As it was suspected that the town commandant of Landsberg had fled in panic, and that Soviet infantry could infiltrate the town by bypassing us, I decided after consultation with my neighbour and the SS-sergeant-major to withdraw [to] preserve lives and fighting ability…the untrained recruits would also be spared possible house-to-house fighting at night and Landsberg bypassed to the north. This succeeded during the night in deep snow on field and woodland tracks without enemy interference. Clemens’s unit also used the same route to evacuate its position. For the heavy weapons, especially the mechanically incapacitated Königstiger and the recovery vehicles, the only route was by road through Landsberg, if necessary fighting through. The SS, flak and Hetzer crews therefore combined and arranged a rendezvous for the next day between Landsberg and Vietz.
On the morning of the 31st January my unit rejoined the Königstiger SS-sergeant-major about 4 kilometres west of Landsberg in the Wepritz area. As we were still without a superior command or orders, I had us retreat westwards.
Beyond Dühringshof I was met by a car with a general, who received my report. He did not introduce himself, nor did he name his formation. He ordered me to deploy left of the road to Diedersdorf. My left-hand neighbour would be Second-Lieutenant Clemens’s unit.[11]
Sergeant Horst Wewetzer was also involved in the withdrawal along Reichsstrasse 1 to Küstrin, as he relates:
On the 28th January 1945, my birthday, we were deployed on the northern exit from Kreuz in artillery support of Infantry Battalion ‘Schulz’. As we were about to fire our guns at about 0600 hours, the sentry reported to me that the infantry had already withdrawn. That seemed unbelievable to me, as there had still not been any enemy movement. I thought that they had perhaps seen runners, food carriers and wounded. The sentry was convinced, however, and as it appeared, he was correct.
We opened fire without having any infantry protection in front of us and without having been told of this withdrawal. Naturally the Russians fired back and we had one man wounded.
When the tanks rolled through the rows of houses on the parallel street, we could only beat a hasty retreat. We got away from the Russians, crossed a still intact bridge over the Drage and reached Dragebruch, which consisted of only a few houses. Our vehicles stood on the roadway, while the soldiers looked in the houses for something to eat, but the civilian inhabitants had gone, taking all their food with them.

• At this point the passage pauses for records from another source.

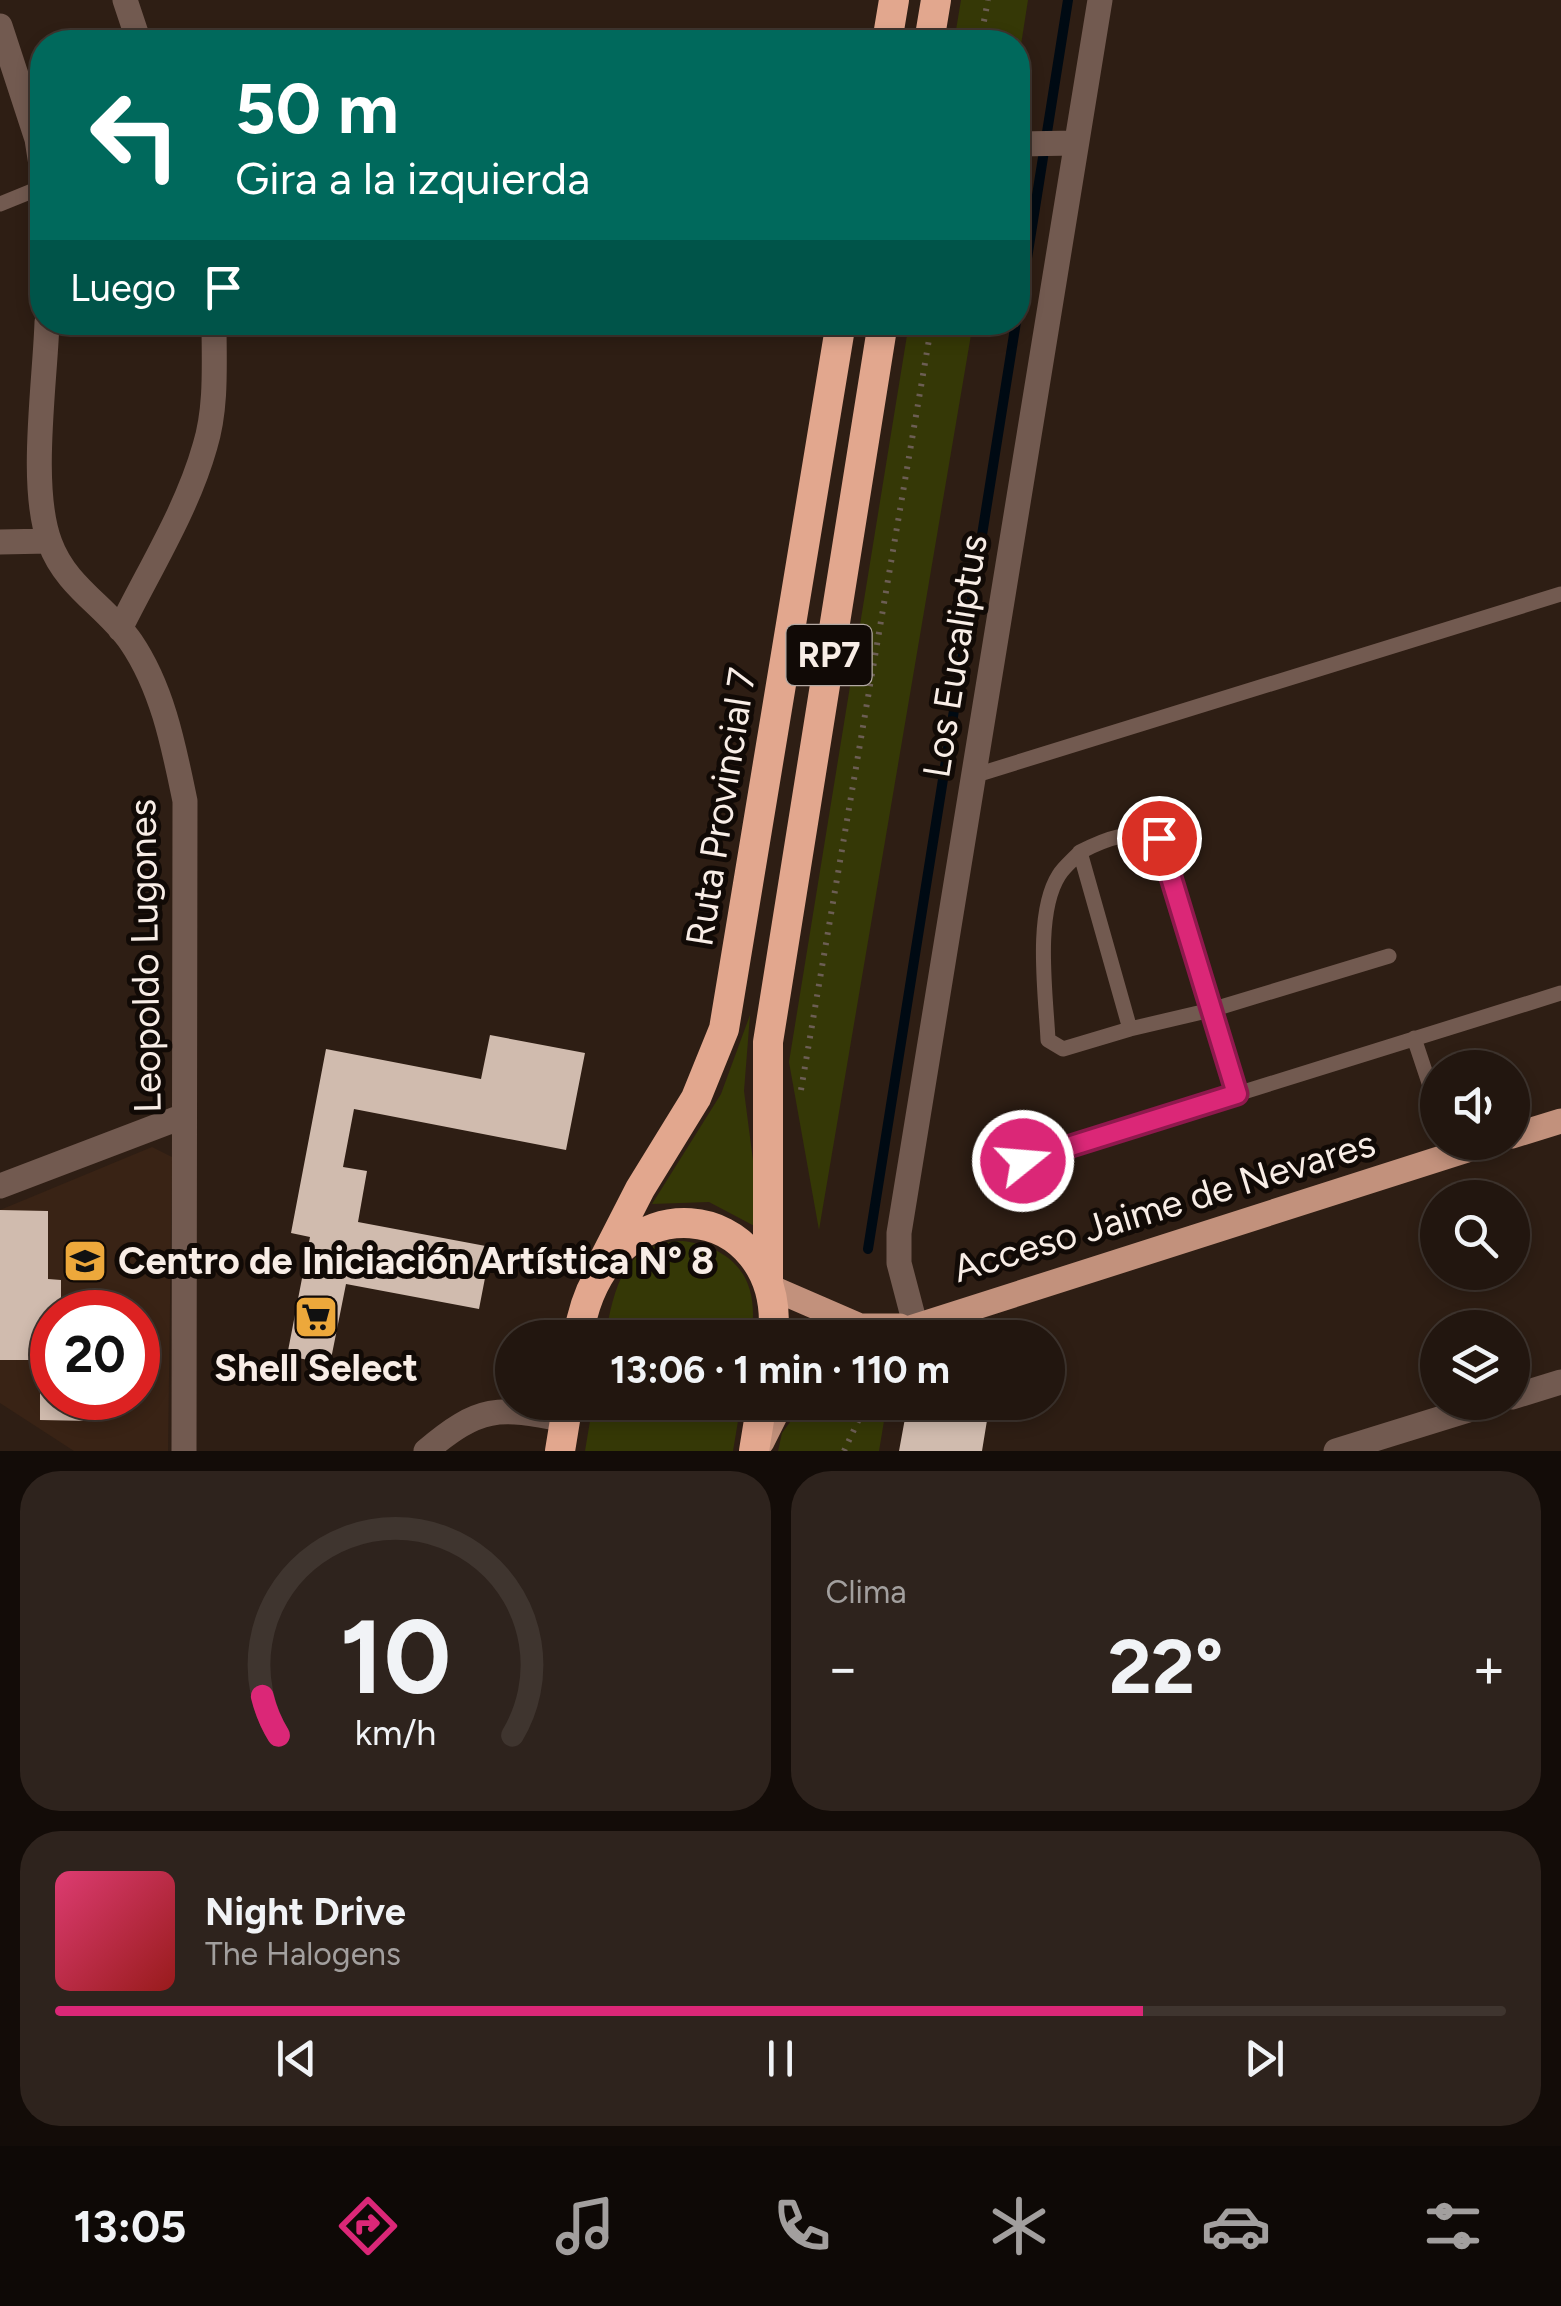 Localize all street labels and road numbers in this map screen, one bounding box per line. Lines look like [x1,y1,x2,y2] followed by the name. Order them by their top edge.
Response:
[913,531,997,781] street label: Los Eucaliptus
[786,625,872,685] road number: RP7
[676,665,766,949] street label: Ruta Provincial 7
[119,799,171,1113] street label: Leopoldo Lugones
[947,1120,1381,1292] street label: Acceso Jaime de Nevares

Our troop leader drove off to re-establish contact with the vanished infantry battalion. Then at about 1000 hours the enemy tanks caught up with us. They were as surprised as we were and did not open fire immediately. They first pulled back a little to open fire from a covered position. Our drivers and some of the men jumped into their vehicles and drove about 200 metres on to the edge of a wood to take cover. The other men who had been searching the houses for food ran across the snow-covered open plain, offering perfect targets, to reach the woods, where there was a prepared position already occupied by our troops.
Among our vehicles was a furniture van, whose driver had not made the dash in time. The tanks fired at our retreat and there were some dead and wounded, of whom the last could not be recovered for hours until the tanks withdrew.
We assembled at a forester’s lodge deep in the woods behind the front line and waited there until evening.
In the darkness some officers of the unit occupying the position gathered and talked quietly among themselves, completely ignoring us. I wondered about this behaviour, which was contrary to normal army conduct. We also discovered that they had been given orders to withdraw towards Woldenberg. The enemy had apparently broken through north of our position, but it must have been far away for we had heard no sounds of combat. The infantry assembled at about 2200 hours and marched off.
We still sat there! Our troop leader was still looking for the Battalion ‘Schulz’. It was possible that he would not return. Russians, military police or an energetic commander could have arrested him. Meanwhile we had recovered the furniture van that had been stuck between the lines with its engine still running. Its radiator was leaking and had to be provisionally repaired. As the forester’s pump was frozen, some snow was melted on a stove.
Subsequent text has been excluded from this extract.